** Exercise prompt **
Go over the data and copy out each line with "Quick" in it.

[Stored data]

┄┄┄┄┄┄┄┄┄┄

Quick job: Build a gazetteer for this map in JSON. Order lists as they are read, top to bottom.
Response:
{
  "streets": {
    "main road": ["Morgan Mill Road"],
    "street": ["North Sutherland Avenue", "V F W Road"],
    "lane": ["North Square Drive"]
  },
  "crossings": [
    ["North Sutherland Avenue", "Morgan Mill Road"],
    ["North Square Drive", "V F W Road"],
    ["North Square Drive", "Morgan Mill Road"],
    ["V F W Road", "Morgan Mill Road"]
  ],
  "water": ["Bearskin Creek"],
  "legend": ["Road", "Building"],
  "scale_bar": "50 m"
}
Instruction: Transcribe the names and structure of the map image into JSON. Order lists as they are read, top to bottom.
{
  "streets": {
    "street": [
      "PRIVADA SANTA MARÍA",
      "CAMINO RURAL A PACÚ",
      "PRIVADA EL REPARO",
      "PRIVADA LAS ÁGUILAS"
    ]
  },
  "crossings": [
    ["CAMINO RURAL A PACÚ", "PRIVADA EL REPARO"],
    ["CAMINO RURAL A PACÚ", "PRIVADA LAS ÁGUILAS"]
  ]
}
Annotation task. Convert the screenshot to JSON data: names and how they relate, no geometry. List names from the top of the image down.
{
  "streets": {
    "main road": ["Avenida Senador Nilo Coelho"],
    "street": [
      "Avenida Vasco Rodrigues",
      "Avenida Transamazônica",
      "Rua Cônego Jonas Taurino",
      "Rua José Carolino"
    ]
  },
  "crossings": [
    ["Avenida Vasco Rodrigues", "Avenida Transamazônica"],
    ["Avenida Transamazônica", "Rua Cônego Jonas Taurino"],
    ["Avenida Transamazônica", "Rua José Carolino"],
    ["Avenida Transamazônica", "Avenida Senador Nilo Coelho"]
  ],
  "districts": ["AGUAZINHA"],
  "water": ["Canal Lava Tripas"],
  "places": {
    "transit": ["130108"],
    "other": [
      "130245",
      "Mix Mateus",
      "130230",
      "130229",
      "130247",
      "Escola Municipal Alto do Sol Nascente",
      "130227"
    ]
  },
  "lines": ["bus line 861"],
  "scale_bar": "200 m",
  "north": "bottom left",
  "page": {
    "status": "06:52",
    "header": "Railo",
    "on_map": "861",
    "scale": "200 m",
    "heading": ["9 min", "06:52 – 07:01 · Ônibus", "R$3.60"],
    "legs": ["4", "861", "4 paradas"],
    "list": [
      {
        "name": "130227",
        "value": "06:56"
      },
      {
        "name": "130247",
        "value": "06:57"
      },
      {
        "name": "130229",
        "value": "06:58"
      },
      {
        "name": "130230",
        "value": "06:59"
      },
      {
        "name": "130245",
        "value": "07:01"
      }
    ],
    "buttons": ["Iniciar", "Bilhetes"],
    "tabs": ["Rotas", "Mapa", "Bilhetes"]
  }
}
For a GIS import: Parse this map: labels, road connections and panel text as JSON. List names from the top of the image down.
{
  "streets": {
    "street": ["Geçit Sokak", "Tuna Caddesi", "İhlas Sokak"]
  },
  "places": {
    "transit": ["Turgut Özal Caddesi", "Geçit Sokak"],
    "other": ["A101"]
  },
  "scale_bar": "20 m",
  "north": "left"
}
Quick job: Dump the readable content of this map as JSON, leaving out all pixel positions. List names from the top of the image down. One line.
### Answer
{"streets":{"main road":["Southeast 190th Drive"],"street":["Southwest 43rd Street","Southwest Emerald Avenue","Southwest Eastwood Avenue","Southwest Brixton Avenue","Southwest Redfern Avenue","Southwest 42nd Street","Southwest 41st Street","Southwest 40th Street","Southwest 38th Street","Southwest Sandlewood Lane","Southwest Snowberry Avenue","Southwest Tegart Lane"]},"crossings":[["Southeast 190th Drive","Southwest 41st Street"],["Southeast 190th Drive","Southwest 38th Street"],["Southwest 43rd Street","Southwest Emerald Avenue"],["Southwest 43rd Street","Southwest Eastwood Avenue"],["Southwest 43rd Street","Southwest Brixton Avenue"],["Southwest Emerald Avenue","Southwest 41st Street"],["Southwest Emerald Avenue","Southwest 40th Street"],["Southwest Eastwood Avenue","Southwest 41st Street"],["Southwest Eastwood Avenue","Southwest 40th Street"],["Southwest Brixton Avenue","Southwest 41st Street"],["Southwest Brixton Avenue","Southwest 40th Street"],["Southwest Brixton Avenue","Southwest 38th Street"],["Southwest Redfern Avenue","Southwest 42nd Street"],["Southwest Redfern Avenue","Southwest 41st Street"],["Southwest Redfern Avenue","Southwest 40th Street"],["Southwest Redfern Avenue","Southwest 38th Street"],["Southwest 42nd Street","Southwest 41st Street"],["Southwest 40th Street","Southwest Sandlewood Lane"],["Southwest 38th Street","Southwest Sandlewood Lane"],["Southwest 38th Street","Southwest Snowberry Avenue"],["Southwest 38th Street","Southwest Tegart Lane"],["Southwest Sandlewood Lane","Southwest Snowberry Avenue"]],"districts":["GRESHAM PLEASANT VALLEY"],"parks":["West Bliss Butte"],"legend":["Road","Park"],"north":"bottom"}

┄┄┄┄┄┄┄┄┄┄

** Response box **
Quick job: Build a gazetteer for this map in JSON. Order lists as they are read, top to bottom.
Quick job: Dump the readable content of this map as JSON, leaving out all pixel positions. List names from the top of the image down. One line.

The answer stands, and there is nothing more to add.